Fig. 4. Optimization of variant detection as predictors for drug resistance.

a Schematic comparing prior knowledge requirements and accuracy of different approaches. b Boxplot of GAM + ML classification accuracy across model runs (N = 10), each using a different random test set and seed. Data depict median (center bar), 25th and 75th percentile (lower and upper box bounds), and minimum and maximum values (lower and upper whiskers). P-values were calculated from repeat measure 1-way ANOVAs, followed by Dunnett’s test for multiple comparisons, comparing the results to a Gradient Boosting reference model. c Workflow of the ML model using GAM variants as input. Calculated (d) PPV, (e) specificity, and (f) sensitivity (error bars indicate two-sided 95% confidence intervals) of predictive approaches applied to DS1 for specific drug resistance using variants identified by GAM (blue); 2021 (yellow) and 2023 (green) WHO interim criteria; and a gradient boosting model using GAM variants (red). Sample sizes for these comparisons varied according to the number of Mtb isolates with phenotype data for AMI (n = 10027), EMB (n = 8911), ETH (n = 9356), INH (n = 10025), KAN (n = 10085), LEV (n = 10114), MXF (n = 10139), and RIF (n = 10052). Source data are provided as a Source Data file.
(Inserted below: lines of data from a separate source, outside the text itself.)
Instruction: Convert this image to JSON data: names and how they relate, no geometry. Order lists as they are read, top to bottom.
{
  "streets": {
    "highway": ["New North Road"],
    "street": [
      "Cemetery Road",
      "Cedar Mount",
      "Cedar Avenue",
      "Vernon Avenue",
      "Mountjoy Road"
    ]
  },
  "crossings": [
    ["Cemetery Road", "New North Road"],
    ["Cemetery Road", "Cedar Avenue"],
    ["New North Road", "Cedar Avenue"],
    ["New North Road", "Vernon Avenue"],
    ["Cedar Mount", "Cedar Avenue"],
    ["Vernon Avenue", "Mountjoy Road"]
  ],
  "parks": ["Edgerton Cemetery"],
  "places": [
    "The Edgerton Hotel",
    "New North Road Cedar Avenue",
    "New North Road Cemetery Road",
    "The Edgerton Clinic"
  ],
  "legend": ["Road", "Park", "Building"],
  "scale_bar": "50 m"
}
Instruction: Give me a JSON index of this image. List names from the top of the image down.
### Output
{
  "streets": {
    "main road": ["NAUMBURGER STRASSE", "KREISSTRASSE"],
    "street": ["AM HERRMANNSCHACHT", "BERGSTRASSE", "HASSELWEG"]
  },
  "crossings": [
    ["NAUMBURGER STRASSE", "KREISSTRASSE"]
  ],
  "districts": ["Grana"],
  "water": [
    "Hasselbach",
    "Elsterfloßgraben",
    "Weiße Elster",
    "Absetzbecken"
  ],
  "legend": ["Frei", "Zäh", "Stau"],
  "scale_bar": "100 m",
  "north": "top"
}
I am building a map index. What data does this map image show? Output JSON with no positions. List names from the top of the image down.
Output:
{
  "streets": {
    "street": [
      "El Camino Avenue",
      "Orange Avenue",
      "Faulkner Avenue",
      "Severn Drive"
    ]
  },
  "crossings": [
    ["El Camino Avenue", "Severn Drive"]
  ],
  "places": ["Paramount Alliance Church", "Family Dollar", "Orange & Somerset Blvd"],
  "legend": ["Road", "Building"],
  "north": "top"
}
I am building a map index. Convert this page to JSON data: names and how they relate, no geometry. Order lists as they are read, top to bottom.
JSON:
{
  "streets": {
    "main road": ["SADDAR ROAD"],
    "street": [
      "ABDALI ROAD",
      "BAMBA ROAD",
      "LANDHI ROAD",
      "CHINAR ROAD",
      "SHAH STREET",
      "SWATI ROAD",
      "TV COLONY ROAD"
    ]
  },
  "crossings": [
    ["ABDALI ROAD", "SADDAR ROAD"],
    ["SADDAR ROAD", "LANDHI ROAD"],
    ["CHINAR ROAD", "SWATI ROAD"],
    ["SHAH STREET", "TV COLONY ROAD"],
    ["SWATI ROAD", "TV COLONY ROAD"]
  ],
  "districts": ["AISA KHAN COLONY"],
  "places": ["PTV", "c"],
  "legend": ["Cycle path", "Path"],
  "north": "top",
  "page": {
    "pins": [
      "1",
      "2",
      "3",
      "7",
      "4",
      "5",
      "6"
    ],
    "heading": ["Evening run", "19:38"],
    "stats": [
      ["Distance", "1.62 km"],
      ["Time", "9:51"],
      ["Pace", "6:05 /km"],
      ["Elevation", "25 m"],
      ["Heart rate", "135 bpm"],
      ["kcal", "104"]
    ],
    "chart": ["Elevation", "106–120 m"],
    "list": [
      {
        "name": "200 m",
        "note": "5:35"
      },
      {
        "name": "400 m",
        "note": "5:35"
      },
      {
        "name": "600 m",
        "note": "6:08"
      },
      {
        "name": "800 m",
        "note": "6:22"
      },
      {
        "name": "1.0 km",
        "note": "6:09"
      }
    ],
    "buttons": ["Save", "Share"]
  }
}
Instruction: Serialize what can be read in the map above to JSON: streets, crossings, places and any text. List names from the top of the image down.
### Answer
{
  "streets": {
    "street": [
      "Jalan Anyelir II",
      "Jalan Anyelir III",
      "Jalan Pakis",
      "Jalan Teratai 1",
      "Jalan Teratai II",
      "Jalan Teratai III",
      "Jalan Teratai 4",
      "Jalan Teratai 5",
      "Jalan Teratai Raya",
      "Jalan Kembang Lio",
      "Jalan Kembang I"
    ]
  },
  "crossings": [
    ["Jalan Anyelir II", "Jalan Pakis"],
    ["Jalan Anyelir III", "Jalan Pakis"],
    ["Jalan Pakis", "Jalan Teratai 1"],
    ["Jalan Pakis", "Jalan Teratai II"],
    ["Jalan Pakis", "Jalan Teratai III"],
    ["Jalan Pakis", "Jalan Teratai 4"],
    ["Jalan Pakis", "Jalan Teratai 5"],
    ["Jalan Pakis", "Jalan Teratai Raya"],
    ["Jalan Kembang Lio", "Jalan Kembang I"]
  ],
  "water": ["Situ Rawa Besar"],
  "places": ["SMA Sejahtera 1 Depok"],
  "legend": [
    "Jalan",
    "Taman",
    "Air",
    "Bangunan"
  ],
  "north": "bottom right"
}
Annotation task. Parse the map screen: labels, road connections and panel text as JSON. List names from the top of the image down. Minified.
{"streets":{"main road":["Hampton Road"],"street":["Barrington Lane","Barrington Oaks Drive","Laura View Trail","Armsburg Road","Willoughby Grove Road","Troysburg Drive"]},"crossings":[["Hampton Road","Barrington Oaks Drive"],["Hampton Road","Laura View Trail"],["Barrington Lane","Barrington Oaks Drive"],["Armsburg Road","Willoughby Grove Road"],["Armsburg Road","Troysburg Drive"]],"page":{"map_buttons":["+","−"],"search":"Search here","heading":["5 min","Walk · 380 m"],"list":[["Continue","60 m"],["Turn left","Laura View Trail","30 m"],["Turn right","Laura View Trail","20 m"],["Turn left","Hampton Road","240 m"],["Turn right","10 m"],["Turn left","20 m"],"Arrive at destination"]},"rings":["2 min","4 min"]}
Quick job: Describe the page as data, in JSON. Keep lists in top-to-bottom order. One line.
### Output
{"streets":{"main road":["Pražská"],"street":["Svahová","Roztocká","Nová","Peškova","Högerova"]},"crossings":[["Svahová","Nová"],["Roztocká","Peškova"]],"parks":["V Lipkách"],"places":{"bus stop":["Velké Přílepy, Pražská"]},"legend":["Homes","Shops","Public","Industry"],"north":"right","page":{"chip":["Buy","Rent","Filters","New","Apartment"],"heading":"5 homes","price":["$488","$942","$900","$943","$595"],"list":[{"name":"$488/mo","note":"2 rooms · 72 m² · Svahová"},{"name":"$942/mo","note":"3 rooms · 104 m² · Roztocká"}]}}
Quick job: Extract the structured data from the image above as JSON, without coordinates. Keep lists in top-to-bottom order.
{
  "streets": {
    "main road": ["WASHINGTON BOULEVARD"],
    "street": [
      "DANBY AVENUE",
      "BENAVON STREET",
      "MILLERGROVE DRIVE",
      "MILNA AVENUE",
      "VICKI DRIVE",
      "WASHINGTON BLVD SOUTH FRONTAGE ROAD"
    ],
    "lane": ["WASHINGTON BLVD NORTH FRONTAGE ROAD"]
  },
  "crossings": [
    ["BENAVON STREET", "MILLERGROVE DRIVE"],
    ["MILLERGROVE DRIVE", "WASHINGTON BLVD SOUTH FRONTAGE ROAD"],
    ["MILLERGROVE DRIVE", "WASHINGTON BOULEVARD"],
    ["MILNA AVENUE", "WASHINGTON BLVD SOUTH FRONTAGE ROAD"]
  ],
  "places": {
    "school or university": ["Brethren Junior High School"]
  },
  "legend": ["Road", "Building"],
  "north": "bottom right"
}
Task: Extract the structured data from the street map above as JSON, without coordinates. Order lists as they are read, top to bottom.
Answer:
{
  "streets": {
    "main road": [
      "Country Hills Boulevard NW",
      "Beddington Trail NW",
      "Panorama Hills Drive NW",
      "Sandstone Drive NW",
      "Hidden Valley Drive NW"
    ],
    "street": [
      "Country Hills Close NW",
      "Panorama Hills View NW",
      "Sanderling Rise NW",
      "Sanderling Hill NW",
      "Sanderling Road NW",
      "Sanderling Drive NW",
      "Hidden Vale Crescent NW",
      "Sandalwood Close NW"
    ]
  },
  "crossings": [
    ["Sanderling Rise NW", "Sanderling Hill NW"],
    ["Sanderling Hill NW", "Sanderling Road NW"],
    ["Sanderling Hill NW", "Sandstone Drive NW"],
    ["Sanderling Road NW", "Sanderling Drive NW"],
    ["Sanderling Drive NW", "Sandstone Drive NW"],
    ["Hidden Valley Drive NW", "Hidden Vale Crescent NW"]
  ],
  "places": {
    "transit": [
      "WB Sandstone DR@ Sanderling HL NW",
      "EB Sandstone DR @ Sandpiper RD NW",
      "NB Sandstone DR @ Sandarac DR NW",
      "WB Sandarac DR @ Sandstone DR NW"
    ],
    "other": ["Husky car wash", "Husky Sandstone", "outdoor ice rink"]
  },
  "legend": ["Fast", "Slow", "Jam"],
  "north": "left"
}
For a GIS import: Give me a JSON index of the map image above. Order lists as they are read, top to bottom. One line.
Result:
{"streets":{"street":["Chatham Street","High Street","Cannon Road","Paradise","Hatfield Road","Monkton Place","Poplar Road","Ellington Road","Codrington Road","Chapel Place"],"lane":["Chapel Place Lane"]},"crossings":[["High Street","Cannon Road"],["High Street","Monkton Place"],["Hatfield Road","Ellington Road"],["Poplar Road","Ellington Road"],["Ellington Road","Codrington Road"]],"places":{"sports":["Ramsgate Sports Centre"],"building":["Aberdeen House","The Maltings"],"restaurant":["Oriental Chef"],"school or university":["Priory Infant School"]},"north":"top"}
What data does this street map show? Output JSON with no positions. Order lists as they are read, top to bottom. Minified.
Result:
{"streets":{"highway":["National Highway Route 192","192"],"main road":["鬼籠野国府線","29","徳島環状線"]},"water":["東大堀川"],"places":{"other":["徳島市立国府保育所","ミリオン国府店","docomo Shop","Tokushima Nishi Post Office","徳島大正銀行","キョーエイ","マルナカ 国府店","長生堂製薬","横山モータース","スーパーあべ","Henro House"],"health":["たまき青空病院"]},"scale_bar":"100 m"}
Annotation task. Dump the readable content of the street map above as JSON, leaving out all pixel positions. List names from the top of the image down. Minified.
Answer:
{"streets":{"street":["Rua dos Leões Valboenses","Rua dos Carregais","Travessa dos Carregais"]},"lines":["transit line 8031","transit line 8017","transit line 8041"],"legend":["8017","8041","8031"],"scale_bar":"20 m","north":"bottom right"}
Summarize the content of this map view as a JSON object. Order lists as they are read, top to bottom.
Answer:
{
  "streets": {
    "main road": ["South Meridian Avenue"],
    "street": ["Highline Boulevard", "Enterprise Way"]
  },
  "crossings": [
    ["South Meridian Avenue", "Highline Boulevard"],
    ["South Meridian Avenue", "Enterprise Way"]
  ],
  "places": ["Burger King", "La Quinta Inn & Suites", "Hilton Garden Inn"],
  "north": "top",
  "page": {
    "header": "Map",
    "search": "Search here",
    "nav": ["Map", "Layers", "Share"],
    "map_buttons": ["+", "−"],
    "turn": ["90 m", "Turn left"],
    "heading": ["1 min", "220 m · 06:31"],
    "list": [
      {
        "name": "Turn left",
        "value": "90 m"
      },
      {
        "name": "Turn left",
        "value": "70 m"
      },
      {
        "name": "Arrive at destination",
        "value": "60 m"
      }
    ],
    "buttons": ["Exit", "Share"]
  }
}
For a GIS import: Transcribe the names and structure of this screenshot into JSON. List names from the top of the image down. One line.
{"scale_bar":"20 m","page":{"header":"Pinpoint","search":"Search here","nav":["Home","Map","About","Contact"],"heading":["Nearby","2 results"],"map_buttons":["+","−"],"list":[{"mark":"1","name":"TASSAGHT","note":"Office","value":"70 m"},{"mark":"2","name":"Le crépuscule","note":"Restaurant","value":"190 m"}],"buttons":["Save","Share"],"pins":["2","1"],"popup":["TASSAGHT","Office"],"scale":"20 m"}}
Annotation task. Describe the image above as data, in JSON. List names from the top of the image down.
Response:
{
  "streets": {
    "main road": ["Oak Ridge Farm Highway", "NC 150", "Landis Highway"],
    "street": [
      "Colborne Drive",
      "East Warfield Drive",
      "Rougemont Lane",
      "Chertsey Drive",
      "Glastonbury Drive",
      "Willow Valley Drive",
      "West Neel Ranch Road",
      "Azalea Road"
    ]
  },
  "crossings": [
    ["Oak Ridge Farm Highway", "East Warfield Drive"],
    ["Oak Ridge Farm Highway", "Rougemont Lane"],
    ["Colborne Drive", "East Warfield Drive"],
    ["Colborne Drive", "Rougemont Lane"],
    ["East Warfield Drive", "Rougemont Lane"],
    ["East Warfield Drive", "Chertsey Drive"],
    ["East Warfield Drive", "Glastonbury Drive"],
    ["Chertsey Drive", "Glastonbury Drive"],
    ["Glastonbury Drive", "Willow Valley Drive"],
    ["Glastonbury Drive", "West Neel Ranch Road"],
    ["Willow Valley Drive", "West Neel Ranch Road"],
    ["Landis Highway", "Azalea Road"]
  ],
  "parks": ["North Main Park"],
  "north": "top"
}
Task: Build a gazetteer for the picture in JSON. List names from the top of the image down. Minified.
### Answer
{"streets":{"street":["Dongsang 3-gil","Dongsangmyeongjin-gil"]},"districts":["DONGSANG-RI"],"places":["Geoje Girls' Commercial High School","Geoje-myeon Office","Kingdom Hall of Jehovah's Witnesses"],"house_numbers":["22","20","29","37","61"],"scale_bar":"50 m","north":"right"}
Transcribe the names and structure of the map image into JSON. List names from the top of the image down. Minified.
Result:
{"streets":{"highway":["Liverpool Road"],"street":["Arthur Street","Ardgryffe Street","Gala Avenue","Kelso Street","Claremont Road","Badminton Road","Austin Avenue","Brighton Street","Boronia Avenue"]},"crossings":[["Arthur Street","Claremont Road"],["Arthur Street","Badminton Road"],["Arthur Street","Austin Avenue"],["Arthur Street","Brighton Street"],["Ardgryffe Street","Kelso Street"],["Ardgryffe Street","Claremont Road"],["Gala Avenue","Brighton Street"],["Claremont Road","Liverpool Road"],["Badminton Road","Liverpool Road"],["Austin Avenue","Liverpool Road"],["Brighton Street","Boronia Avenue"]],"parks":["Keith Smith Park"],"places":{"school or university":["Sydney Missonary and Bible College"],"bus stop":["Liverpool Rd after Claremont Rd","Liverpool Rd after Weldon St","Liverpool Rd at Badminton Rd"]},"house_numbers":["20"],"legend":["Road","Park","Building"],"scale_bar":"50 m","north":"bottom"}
Fig. 5. Effect of sample size and DST data incompleteness on GAM and ML-GAM outputs.

a Effect of sample size on GAM and LMM true positive (TP) and false positive (FP) gene identifications. Y-axis breaks between 20 and 200. b Heatmap of mean PPV from model runs, each using a different random test set and seed (N = 10), for GAM and LMM for varying sample sizes. c Effect of missing data on GAM performance. a, c Solid and dashed lines represent nonlinear sigmoidal curves and their two-sided 95% confidence intervals, respectively. Data points display mean ± standard error values from model runs, each using a different random test set and seed (N = 10). d ML-GAM workflow for datasets with missing data. e ML training set size effect on GAM accuracy, indicating median (central line) and minimum and maximum range (box boundaries), and p-value from a 1-way ANOVA with Tukey’s multiple comparison test from model runs, each using a different random test set and seed (N = 30). f Effect of missing data on accurate GAM gene identification after adjusting data with ML models trained with different sample sizes, where the remaining samples are analyzed as the GAM test samples. Solid and dashed lines represent nonlinear sigmoidal curves and their two-sided 95% confidence intervals, respectively. Data points display mean ± standard error values from model runs, each using a different random test set and seed (N = 5). Source data are provided as a Source Data file.

Fig. 6. GAM vs WHO ML model accuracy for drug resistance prediction in 427 Mtb isolates.

a Mtb isolates from three hospital sites in China were analyzed by drug susceptibility testing and sequenced to identify variant sequences. Created in BioRender. b–i Pair-matched model accuracy for isolates resistant to eight drug targets as assessed across N = 10 random seeds and analyzed by 1-way ANOVAs with Geisser-Greenhouse corrections and Dunnett’s tests for multiple comparisons. The number of isolates used for these comparisons varied according to the number of isolates with phenotype data for (b) amikacin (n = 427), (c) ethambutol (n = 423), (d) ethionamide (n = 421), (e) isoniazid (n = 352), (f) kanamycin (n = 427), (g) levofloxacin (n = 112), (h) moxifloxacin (n = 415), and (i) rifampicin (n = 185) susceptibility tests. Source data are provided as a Source Data file.